Lecture 12
Factorial ANOVA
Our initial
discussion of Analysis of Variance concerned the comparison of two or more
groups. Those groups can be considered different "levels" of one
independent variable. If we are comparing women to men, there are two levels of
gender represented. If the study is an experiment that compares a drug's effect
to a control group with no drug, there is one independent variable with two
levels: drug and no drug. If we add a third comparison group, say a placebo, we
still have one independent variable. We just have three different
representations of the independent variable. The drug, no drug, and the placebo
are considered different "levels" of the independent variable. A
factorial design (and hence, a factorial analysis) introduces another
independent variable to be studied simultaneously with the first independent
variable, and each independent variable can have two or more levels. Each of
the independent variables are now called factors.
Example
We previously discussed an experiment that examined the effect of a violent
incident on memory for details of an eyewitness account. In that study (based
loosely on studies by Elizabeth Loftus and colleagues), two groups of
participants are shown identical films of a bank robber.

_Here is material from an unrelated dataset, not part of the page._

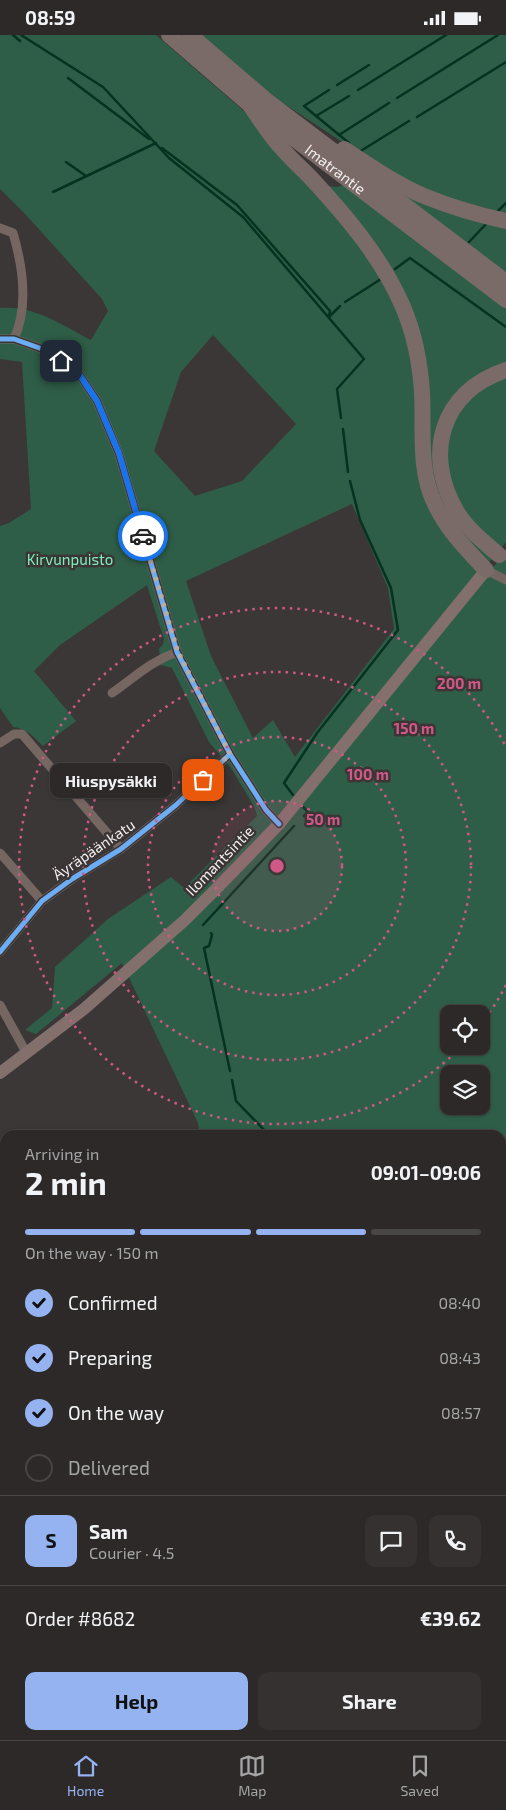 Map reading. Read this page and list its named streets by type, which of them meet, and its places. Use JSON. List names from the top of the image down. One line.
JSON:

In the film, the bank
robber is shown getting money from the teller and then leaving the bank and
running off down the street. The two groups, which are randomly assigned, are
shown slightly different versions of the film, however. In one group, a very
brief clip is inserted in the film that shows the robber running out of the
bank. At that point, one group views a violent incident in which the robber
turns and shoots a police officer. In the initial experiment we discussed, the participants
who saw the version with the violent incident had poorer memory about the
characteristics of the robber. Let's assume that the dependent variable is a
memory test with 10 questions about the robber's identifying characteristics
(e.g., color of shirt, color of pants, approx. height, approx. age, race etc.).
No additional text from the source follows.